# [SUPPLIED INFORMATION]
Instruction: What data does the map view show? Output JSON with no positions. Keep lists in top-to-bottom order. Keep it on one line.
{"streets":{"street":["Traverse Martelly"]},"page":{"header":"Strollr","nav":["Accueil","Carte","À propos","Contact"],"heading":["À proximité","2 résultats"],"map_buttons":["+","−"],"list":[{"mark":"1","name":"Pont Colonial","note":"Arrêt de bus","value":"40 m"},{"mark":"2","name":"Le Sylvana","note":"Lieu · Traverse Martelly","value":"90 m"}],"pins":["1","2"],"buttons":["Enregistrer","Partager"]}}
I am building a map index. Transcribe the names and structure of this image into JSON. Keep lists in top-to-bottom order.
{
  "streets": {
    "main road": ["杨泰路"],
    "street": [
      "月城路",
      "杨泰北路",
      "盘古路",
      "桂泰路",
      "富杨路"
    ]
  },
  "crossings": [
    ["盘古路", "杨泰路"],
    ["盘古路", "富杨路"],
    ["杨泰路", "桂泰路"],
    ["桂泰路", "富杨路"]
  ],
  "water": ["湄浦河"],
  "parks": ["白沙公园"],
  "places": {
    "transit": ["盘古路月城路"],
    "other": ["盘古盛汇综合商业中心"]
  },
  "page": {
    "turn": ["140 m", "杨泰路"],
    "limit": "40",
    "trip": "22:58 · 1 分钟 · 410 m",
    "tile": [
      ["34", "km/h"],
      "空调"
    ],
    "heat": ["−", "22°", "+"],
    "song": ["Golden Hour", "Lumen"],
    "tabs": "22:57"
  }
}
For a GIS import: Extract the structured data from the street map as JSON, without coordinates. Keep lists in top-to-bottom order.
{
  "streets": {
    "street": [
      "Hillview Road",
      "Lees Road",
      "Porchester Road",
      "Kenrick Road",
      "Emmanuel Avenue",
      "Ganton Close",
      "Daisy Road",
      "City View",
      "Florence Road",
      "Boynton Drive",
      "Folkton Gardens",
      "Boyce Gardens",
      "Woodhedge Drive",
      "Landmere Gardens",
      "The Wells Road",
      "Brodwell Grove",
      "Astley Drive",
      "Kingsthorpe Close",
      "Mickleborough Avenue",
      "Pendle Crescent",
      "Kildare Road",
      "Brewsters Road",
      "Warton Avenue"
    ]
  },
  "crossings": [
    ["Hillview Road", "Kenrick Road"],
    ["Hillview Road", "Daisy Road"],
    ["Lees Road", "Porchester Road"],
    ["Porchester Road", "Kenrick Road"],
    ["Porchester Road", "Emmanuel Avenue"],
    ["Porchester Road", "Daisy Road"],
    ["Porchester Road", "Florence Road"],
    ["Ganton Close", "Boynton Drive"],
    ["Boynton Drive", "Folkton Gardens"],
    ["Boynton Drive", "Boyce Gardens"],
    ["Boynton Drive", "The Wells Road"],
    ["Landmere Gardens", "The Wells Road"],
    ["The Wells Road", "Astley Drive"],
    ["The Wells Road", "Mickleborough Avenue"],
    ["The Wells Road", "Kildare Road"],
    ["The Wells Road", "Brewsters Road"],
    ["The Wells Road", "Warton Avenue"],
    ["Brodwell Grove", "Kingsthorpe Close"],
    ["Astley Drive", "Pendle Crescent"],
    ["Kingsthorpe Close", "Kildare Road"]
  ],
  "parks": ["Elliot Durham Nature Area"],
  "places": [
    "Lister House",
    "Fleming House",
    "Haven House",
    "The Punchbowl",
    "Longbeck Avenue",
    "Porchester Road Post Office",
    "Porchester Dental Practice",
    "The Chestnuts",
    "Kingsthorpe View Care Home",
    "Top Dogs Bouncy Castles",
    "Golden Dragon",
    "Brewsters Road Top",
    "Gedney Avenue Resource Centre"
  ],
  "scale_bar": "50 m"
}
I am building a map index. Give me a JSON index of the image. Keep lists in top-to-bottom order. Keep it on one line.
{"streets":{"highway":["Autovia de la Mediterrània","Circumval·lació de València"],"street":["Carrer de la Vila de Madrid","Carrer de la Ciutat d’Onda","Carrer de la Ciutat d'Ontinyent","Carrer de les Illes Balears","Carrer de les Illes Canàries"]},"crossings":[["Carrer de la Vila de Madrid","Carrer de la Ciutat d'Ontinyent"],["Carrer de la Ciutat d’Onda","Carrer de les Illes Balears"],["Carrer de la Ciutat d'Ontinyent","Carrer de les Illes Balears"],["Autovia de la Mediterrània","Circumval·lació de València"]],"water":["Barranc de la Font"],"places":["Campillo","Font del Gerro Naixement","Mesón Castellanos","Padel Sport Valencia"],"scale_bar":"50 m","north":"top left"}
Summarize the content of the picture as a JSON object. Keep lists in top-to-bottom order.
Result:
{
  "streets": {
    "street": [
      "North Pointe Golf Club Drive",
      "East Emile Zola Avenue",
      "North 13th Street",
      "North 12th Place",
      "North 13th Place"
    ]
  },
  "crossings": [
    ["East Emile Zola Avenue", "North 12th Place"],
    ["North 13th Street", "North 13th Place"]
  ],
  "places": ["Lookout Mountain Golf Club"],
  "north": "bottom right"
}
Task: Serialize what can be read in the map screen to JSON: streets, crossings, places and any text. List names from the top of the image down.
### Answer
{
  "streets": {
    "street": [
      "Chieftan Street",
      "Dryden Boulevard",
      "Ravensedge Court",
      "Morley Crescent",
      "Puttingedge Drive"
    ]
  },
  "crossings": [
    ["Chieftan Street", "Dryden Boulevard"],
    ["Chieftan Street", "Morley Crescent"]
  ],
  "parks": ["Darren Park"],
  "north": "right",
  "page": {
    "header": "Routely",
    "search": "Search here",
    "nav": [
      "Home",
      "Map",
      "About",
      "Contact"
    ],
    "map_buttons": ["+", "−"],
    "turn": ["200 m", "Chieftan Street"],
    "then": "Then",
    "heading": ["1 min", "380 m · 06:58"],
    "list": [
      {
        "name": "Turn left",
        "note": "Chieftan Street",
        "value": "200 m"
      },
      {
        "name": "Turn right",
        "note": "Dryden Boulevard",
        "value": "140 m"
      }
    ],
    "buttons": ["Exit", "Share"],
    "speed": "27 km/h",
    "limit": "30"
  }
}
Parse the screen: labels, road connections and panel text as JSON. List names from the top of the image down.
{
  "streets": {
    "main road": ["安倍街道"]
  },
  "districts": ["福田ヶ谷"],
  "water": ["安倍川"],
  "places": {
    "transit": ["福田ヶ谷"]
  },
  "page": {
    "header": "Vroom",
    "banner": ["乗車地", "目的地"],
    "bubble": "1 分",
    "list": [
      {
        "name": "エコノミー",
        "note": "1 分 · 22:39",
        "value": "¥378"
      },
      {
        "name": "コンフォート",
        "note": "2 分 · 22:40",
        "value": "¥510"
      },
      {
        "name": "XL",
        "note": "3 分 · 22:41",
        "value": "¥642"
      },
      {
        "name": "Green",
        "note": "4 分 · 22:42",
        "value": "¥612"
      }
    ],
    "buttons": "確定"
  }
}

# [TO DO]
Every line in the records above that holds "data" counts once; state the total and nothing else.

# [ANSWER SPACE]
2